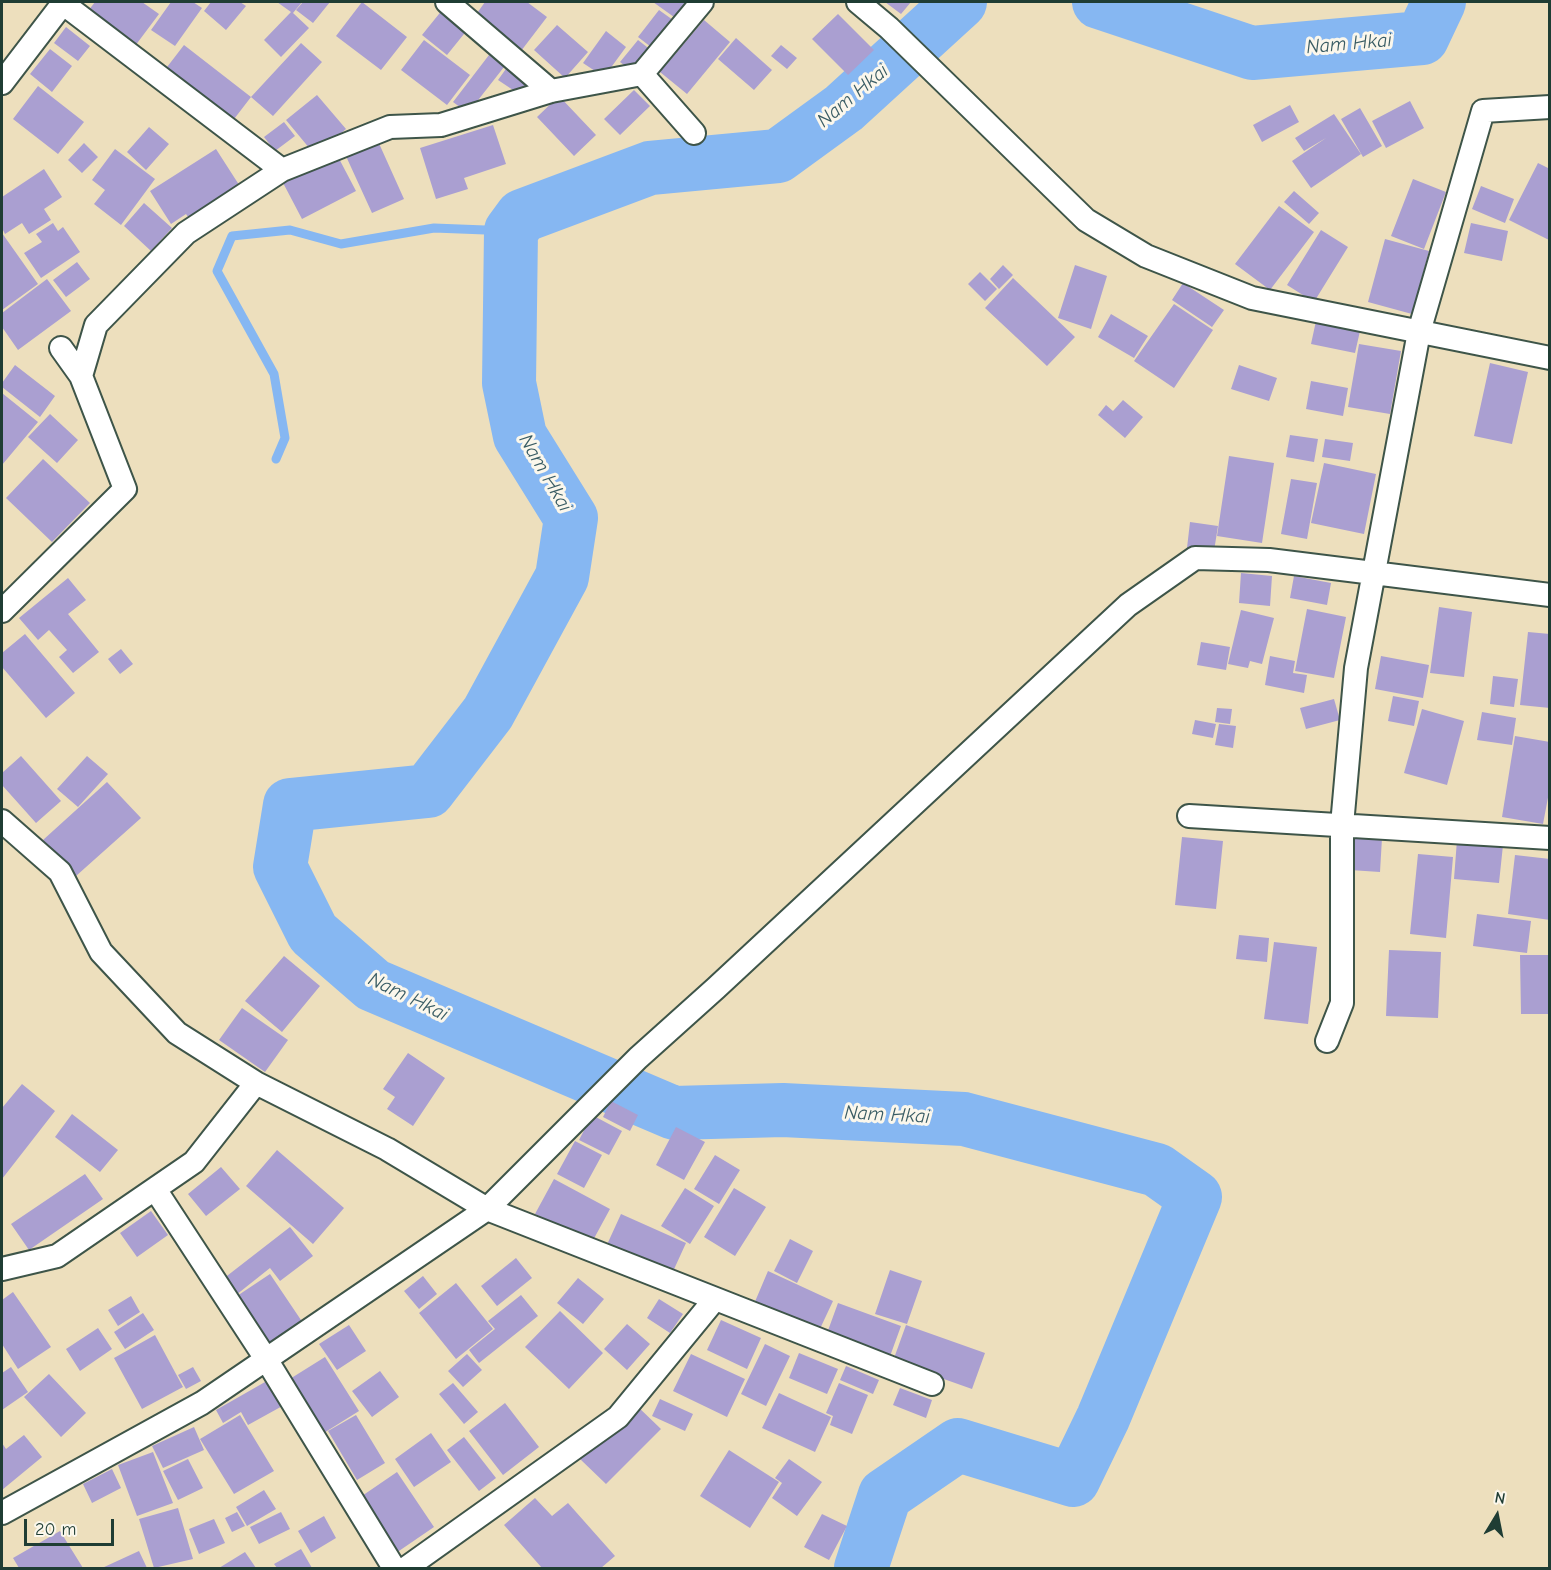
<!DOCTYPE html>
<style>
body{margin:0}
#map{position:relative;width:1551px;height:1570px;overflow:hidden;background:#eddfbd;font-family:"Comic Neue",sans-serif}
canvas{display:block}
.frame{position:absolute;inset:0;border:3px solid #1f3d34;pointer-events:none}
.north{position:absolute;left:1467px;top:1486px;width:60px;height:60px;-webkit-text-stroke:4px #fbf7ec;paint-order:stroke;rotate:10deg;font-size:16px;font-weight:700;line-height:24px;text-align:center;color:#1f3d34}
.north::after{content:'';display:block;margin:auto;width:21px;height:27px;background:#1f3d34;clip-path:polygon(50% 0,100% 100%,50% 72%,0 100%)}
.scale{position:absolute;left:24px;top:1519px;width:90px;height:27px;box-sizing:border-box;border:3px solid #1f3d34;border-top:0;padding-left:8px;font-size:18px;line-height:21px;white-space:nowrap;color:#1f3d34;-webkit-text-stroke:4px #fbf7ec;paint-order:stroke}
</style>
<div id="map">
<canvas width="1551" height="1570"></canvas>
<div class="frame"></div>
<div class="north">N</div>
<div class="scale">20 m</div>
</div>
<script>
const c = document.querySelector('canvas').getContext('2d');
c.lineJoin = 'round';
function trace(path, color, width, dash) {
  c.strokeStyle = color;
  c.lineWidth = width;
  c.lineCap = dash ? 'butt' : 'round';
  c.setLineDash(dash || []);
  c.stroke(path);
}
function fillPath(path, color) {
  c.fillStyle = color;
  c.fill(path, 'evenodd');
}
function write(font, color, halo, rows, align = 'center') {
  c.font = font + ' "Comic Neue",sans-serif';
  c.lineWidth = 6;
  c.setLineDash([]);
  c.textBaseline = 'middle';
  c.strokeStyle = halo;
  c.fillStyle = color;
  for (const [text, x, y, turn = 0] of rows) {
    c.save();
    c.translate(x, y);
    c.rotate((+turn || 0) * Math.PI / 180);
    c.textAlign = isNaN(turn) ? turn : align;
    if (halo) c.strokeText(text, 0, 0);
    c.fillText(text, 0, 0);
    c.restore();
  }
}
const stream = new Path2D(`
 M276,459L285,438L274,374L217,271L232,236L290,230L341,244L434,228L511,231`);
const river = new Path2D(`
 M1099,2L1252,53L1422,38L1439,2
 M861,1568L885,1495L958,1445L1073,1480L1103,1418L1195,1197L1157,1170L964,1119L783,1110L674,1113L373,985L313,933L280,867L290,805L428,791L488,713L562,577L571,518L520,436L509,383L511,231L522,216L650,168L778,156L844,108L960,2`);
const building = new Path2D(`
 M95,2H142L159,14L132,50L85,15Z
 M171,2H193L202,8L175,46L151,30Z
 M211,2H240L246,6L226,30L204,11Z
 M277,2H302L293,13L309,28L281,57L264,40L291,12Z
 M303,2H330L313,23L296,10Z
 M362,2L407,37L381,70L336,36Z
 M485,2H527L547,17L521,51L475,16Z
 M653,2H686L674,17Z
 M885,2H911L901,14Z
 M443,9L468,29L447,55L422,35Z
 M659,10L673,20L651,47L638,37Z
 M838,14L874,50L848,75L812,39Z
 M704,20L730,42L687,94L660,72Z
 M557,25L588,52L565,78L534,50Z
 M66,27L90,46L78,61L54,43Z
 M606,31L626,47L604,77L583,63Z
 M736,38L772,70L754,90L718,59Z
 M424,40L470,75L447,105L401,70Z
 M638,40L652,51L634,73L620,62Z
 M301,43L322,62L273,116L251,97Z
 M184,45L251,97L231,123L164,71Z
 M781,45L797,58L787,69L771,56Z
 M50,49L72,66L52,92L30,74Z
 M489,55L504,67L468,113L453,102Z
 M508,66L529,81L519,94L498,80Z
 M38,86L84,122L58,154L13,119Z
 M634,90L650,106L620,135L604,119Z
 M317,95L346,129L315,155L286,120Z
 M559,96L596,135L574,156L537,117Z
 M1410,101L1424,128L1386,148L1372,121Z
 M1290,105L1299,122L1262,142L1253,125Z
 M1360,108L1382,146L1363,157L1341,119Z
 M1334,114L1361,154L1311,188L1292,161L1326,138L1304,151L1295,138Z
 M284,122L295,136L275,151L264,137Z
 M493,125L506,164L464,178L468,189L436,199L420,148Z
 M149,127L169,144L146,170L127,152Z
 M377,139L404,199L372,213L345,154Z
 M84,143L98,157L82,173L68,160Z
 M115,149L155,179L121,225L94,204L105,190L92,180Z
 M216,149L243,191L193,224L186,214L171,224L150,191Z
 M335,151L356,191L302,219L281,179Z
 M1538,163L1550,169L1549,240L1509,220Z
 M44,169L62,197L44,209L51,220L29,234L22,223L5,234L2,228V197Z
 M1413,179L1446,192L1424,249L1391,236Z
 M1481,186L1514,199L1505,223L1472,209Z
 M1294,191L1319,213L1309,224L1284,202Z
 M144,203L172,228L151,251L124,226Z
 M1279,206L1314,232L1270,290L1235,264Z
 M53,223L58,231L63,227L80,252L41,278L24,253L42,242L36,234Z
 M1471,223L1508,231L1502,261L1464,253Z
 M1321,230L1348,247L1314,302L1287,285Z
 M2,233L38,284L2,310Z
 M1385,239L1429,251L1412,314L1368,302Z
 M77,262L90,279L66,297L53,280Z
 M1003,265L1013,275L999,289L990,279Z
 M1075,265L1107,276L1091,329L1058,318Z
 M980,272L997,289L985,301L968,284Z
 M1013,278L1075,337L1047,366L985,308Z
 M47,279L71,311L18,350L2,327V313Z
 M1183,283L1224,310L1212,327L1172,300Z
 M1174,304L1213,330L1174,388L1134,361Z
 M1111,314L1148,336L1134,358L1098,337Z
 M1316,321L1360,331L1355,353L1311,344Z
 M1359,344L1401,351L1390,414L1348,407Z
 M1490,363L1528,372L1512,444L1474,436Z
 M15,365L55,396L40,417L2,387V383Z
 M1239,365L1277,378L1269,401L1231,389Z
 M1311,381L1348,388L1343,416L1306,409Z
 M2,393L38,422L2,465Z
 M1123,400L1143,417L1125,438L1098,415L1106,405L1113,411Z
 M50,414L78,440L57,463L28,437Z
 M1290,435L1318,439L1314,462L1286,457Z
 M1325,439L1353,443L1350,461L1322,457Z
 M1229,456L1274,463L1262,543L1217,536Z
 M43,459L90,503L52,542L6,498Z
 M1324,463L1376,474L1364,534L1311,523Z
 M1291,479L1317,483L1307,539L1281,534Z
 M1190,522L1218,526L1214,551L1187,548Z
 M1241,573L1272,576L1270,606L1239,603Z
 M1294,576L1331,583L1327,605L1290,598Z
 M68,578L86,600L68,614L99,652L73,673L59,657L67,650L49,630L38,640L19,618Z
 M1439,607L1472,612L1464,677L1430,673Z
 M1307,609L1346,617L1334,678L1295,671Z
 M1241,610L1274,618L1262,664L1250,661L1248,668L1228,664Z
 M1528,632L1550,634V708L1520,705Z
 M25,634L75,693L46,718L2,667V653Z
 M1201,642L1230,647L1226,670L1197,665Z
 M121,649L133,664L120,674L108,659Z
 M1270,656L1295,661L1293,673L1307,675L1304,693L1265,685Z
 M1381,656L1429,665L1423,698L1375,689Z
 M1493,676L1518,679L1514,707L1490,704Z
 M1393,696L1419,701L1414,726L1388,721Z
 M1334,699L1340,720L1306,729L1300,708Z
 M1217,708L1232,709L1230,724L1215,722Z
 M1422,709L1464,721L1447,785L1404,773Z
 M1482,712L1516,718L1512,745L1477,740Z
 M1195,720L1216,724L1213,738L1192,734Z
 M1219,724L1236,726L1233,748L1215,745Z
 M1515,736L1550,742V787L1543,824L1502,817Z
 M21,756L61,801L36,823L2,785V773Z
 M87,756L108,774L78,807L57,789Z
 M107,782L141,818L76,876L43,840Z
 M1182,837L1223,841L1216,909L1175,905Z
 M1352,837L1382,838L1380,872L1350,870Z
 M1457,840L1503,845L1499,883L1454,879Z
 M1418,854L1453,857L1446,938L1410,934Z
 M1515,855L1550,859V920L1508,914Z
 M1477,914L1531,921L1527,953L1473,946Z
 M1239,935L1269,938L1267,962L1236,959Z
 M1274,942L1317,947L1308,1024L1264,1019Z
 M1389,950L1441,952L1438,1018L1386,1016Z
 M1520,955H1550V1014H1521Z
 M284,956L320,986L282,1032L245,1001Z
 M242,1008L288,1040L265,1072L219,1040Z
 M408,1053L445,1078L413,1126L387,1109L395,1097L383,1089Z
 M22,1084L55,1111L2,1179V1108Z
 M611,1101L638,1115L630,1131L603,1117Z
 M72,1114L118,1150L100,1172L55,1137Z
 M592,1115L622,1131L609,1155L579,1140Z
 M676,1127L705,1142L684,1180L656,1165Z
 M575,1141L602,1155L584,1188L557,1174Z
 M277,1150L344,1208L313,1244L246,1186Z
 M715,1155L740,1170L719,1204L694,1189Z
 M221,1167L240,1189L206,1216L188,1194Z
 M85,1174L103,1199L29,1250L11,1224Z
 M554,1179L610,1209L591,1244L535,1214Z
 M685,1188L714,1206L690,1244L661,1226Z
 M734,1188L766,1207L735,1256L704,1237Z
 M151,1211L168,1235L137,1257L120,1233Z
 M621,1214L686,1243L670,1278L605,1249Z
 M290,1227L313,1256L280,1281L270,1268L236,1295L223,1279Z
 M790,1239L813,1251L797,1283L774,1271Z
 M516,1258L532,1278L497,1306L481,1286Z
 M890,1270L922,1281L907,1324L875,1314Z
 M768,1271L833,1301L818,1333L754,1304Z
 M270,1274L303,1323L263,1349L231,1300Z
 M423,1276L437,1294L419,1309L404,1291Z
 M578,1278L604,1299L583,1324L557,1303Z
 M456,1283L493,1329L456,1359L419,1313Z
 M13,1292L51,1347L18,1369L2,1344V1300Z
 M521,1295L538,1316L479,1363L469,1350L495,1329L488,1321Z
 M131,1296L140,1312L118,1326L108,1310Z
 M659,1299L683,1314L670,1333L647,1318Z
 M838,1303L901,1326L889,1359L826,1336Z
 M560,1311L603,1353L569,1389L525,1347Z
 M143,1313L154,1330L125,1349L114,1332Z
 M721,1320L761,1338L747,1369L707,1350Z
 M627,1324L650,1344L627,1370L604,1349Z
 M349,1325L366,1351L337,1370L319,1344Z
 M906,1325L985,1353L972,1389L893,1361Z
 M98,1328L112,1349L80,1371L66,1349Z
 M155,1335L183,1387L142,1409L114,1358Z
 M765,1344L790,1356L766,1406L741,1394Z
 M799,1353L838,1369L827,1394L789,1378Z
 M467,1354L482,1370L463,1387L448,1371Z
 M691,1354L745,1379L727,1417L673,1391Z
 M325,1357L359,1411L319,1436L285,1382Z
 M846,1366L879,1380L873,1394L840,1380Z
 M11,1367L28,1392L2,1410V1373Z
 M193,1367L201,1381L186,1389L178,1375Z
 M380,1371L399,1397L372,1417L352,1391Z
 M49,1374L86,1413L61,1437L24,1397Z
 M272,1378L286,1404L248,1425L241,1412L223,1423L216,1410Z
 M453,1383L478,1412L464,1424L439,1394Z
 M839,1383L868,1395L852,1434L830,1425L833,1416L826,1413Z
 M900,1388L932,1400L926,1418L893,1405Z
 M779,1393L831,1417L815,1452L762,1428Z
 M660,1399L693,1414L685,1431L652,1416Z
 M505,1403L539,1447L503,1475L469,1431Z
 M635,1404L661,1429L606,1484L580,1459Z
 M240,1415L274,1471L234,1494L200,1439Z
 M356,1415L385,1463L357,1480L328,1431Z
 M194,1427L204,1450L163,1468L152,1446Z
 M431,1433L451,1462L414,1487L395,1459Z
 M24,1435L42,1457L2,1490V1443L6,1449Z
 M464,1437L496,1478L479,1491L447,1450Z
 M729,1450L779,1482L750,1528L700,1496Z
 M153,1452L173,1503L137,1516L118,1465Z
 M188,1459L203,1488L178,1500L163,1471Z
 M789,1459L822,1482L797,1516L772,1498L782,1483L775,1478Z
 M112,1469L121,1488L92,1503L83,1484Z
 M397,1472L434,1527L396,1553L359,1498Z
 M264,1490L276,1509L247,1526L236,1507Z
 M535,1498L552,1516L568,1503L615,1556L601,1568H542L504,1525Z
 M178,1508L193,1559L154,1568L139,1519Z
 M237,1512L245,1526L232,1532L225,1518Z
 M281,1512L290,1529L259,1544L250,1527Z
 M822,1514L847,1526L829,1560L804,1547Z
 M324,1516L336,1538L311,1553L298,1531Z
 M214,1519L225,1543L199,1554L189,1529Z
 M60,1531L83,1568H19L13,1558Z
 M301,1549L312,1568H277L274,1564Z
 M139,1551L147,1568H102Z
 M245,1552L256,1568H219Z`);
const minor = new Path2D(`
 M61,2L282,170
 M447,2L551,91
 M858,2L889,28L1086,220L1146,256L1252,298L1550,358
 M642,74L694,133
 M2,83L64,2
 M81,376L96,325L186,233L282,170L390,127L441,125L551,91L642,74L702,2
 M2,611L125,489L81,376L61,348
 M1189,816L1550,838
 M2,821L60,872L101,952L177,1033L256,1083L387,1149L487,1209L932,1384
 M1327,1041L1342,1003V825L1356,668L1419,332L1483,111L1550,107
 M155,1189L266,1359L394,1568
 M2,1269L57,1256L194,1162L256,1083
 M2,1513L202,1403L487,1209L638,1058L716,988L1128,605L1195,558L1269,560L1550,595
 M406,1568L618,1417L715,1299`);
const waterNames = [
 ["Nam Hkai",1349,44,-5],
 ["Nam Hkai",853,96,-40],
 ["Nam Hkai",545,473,60],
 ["Nam Hkai",408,997,26],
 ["Nam Hkai",887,1115,3]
];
trace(stream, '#86b7f2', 9);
trace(river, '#86b7f2', 54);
fillPath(building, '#aa9fd1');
trace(minor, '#3e5549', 26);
trace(minor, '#fff', 22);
write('italic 20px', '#395c64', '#fbf7ec', waterNames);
</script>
• • •
ASSIGNMENT
Considering the records above, how many lines hold "strokeStyle"? Please answer with only the number.

ANSWER FOR THE TASK
2